In the Guardian today, Simon Jenkins adds his cry to the voices calling for legalising brothels, arguing that the murders “prove how badly we need Tory libertarians”. Yep, that’s right, Jenkins thinks its time to call in Cameron’s brigade. Setting aside the fact that it is utterly unbelievable that the Tories would ever support something like this, let’s hope they don’t.
The BBC is running a page of emails it has received from prostitutes around the world. Here’s an example from the top:
For all of you non-prostitutes out there talking about us women who have sold sex, you have to realise that the damage to us is massive. Financial help, a few encouraging words, won’t do it. Sticking us in ‘tolerance zones’ won’t do it. Maybe ongoing psychological care, over a period of many years, will help? I don’t know.
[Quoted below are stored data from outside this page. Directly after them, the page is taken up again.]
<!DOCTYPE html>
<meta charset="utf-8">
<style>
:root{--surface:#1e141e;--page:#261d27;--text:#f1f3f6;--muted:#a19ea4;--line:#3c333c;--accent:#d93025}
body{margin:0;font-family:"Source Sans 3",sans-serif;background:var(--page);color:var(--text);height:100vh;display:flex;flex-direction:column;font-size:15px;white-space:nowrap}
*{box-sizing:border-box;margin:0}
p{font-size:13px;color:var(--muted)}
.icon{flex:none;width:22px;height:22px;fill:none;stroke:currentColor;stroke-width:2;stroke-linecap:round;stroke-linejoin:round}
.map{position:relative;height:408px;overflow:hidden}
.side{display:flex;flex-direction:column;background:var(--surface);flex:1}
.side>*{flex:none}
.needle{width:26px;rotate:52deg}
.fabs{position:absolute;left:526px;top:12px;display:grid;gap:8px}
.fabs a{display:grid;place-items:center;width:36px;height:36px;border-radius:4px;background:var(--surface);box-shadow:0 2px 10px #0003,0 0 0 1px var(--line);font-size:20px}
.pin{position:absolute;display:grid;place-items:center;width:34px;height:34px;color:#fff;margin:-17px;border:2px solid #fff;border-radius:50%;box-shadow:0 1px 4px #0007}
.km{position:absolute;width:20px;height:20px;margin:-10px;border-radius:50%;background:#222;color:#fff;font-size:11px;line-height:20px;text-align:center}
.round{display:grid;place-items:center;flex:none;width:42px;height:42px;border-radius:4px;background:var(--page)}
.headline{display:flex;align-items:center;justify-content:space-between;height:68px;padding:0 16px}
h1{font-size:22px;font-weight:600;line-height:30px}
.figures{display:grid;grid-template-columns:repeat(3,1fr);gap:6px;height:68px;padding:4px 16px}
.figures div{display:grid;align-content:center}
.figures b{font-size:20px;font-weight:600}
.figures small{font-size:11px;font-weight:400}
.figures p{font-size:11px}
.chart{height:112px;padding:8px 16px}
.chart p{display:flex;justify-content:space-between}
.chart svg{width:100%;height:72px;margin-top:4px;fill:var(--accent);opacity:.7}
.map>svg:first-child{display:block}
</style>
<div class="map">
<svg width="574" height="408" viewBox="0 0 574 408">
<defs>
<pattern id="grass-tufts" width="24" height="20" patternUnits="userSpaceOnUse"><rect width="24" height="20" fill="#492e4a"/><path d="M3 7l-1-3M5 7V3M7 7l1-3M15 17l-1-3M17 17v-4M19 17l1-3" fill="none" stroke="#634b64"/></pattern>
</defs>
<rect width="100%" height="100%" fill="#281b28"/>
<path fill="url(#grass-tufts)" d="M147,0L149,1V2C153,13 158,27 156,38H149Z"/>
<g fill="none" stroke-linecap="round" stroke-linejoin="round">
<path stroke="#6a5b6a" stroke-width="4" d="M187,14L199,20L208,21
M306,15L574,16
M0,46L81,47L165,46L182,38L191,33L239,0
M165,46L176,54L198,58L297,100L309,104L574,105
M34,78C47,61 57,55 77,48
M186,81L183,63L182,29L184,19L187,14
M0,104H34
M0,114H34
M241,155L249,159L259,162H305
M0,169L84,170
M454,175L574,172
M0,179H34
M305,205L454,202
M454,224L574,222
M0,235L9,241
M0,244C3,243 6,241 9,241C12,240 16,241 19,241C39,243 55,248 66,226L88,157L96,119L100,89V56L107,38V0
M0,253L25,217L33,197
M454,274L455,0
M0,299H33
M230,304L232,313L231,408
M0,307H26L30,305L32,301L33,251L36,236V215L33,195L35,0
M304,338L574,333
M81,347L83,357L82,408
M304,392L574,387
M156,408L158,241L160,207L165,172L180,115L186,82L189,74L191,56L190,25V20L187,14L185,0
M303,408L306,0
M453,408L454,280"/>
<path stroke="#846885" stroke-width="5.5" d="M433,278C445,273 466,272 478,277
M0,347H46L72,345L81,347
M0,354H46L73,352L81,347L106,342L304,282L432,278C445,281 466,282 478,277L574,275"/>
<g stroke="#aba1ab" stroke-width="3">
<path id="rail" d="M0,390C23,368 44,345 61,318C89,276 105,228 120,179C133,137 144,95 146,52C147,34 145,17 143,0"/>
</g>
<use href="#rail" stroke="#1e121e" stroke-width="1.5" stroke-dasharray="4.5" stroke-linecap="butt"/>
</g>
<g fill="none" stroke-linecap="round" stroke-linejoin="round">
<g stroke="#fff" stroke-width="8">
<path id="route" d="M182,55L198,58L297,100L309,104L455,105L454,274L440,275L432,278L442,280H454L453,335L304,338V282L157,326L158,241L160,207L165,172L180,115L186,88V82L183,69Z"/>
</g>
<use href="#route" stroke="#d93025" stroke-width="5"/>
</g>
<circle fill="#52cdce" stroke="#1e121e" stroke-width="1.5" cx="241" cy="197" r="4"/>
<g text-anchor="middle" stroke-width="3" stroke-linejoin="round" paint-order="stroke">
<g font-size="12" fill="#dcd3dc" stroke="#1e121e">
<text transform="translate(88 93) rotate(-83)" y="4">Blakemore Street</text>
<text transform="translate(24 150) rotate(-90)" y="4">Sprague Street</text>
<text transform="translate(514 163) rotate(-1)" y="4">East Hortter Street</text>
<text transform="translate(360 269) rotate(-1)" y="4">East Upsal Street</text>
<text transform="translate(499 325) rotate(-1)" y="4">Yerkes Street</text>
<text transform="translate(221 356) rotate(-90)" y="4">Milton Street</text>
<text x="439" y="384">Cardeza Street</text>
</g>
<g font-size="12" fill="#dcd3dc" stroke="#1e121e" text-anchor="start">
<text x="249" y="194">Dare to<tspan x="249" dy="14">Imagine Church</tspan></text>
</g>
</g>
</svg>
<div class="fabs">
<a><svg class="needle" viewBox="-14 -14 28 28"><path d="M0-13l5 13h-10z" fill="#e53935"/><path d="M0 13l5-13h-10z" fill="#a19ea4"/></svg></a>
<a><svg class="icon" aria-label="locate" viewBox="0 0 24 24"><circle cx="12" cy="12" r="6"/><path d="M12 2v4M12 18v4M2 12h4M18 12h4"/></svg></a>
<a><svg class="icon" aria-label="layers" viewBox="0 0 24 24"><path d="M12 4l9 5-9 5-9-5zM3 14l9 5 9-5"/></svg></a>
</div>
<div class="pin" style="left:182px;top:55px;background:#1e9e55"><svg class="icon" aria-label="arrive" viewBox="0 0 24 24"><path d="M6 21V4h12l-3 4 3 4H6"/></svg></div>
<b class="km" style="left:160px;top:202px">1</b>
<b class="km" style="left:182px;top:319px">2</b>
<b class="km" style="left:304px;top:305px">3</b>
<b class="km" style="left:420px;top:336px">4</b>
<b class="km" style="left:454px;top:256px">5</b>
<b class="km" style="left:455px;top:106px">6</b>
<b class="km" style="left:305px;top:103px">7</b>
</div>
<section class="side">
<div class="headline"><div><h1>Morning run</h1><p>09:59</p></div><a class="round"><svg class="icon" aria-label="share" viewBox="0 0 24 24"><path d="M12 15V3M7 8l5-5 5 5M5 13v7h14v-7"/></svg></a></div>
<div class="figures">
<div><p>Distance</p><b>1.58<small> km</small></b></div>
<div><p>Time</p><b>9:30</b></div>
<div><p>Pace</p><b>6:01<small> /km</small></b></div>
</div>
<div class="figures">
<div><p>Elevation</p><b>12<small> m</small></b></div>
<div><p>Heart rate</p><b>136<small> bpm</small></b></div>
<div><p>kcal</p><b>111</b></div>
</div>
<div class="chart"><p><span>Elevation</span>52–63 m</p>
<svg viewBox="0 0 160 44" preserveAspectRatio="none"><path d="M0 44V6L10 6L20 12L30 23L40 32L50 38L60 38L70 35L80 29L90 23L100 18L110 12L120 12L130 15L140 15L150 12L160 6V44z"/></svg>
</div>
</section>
Maybe there is really no escape from this rape prison called prostitution?
And if that doesn’t convince you, then check out the Poppy Project – which shelters trafficked women.
Joan Smith in the Independent has another idea: let’s follow the Swedish model.
In Sweden, it is the men who pay for sex who are criminalised, not the prostitutes.
I think it says something pretty profound about our society that men who pay for sex are not breaking any laws. Not only do prostitutes face society’s censure, but they face the full force of the law. The phrase “it takes two to tango” clearly does not apply.
They are often women who were sexually abused as children, who have spent much of their lives in local authority care, who depend on Class A drugs, and whose daily experience is degradation at the hands of violent, misogynist clients; according to a Canadian study, prostitutes are 40 times more likely to be murdered than the rest of the female population. It’s crazy to think the answer to this problem of systematic long-term abuse is to make it easier for men to buy women – but that’s exactly what tolerance zones or legalised brothels do.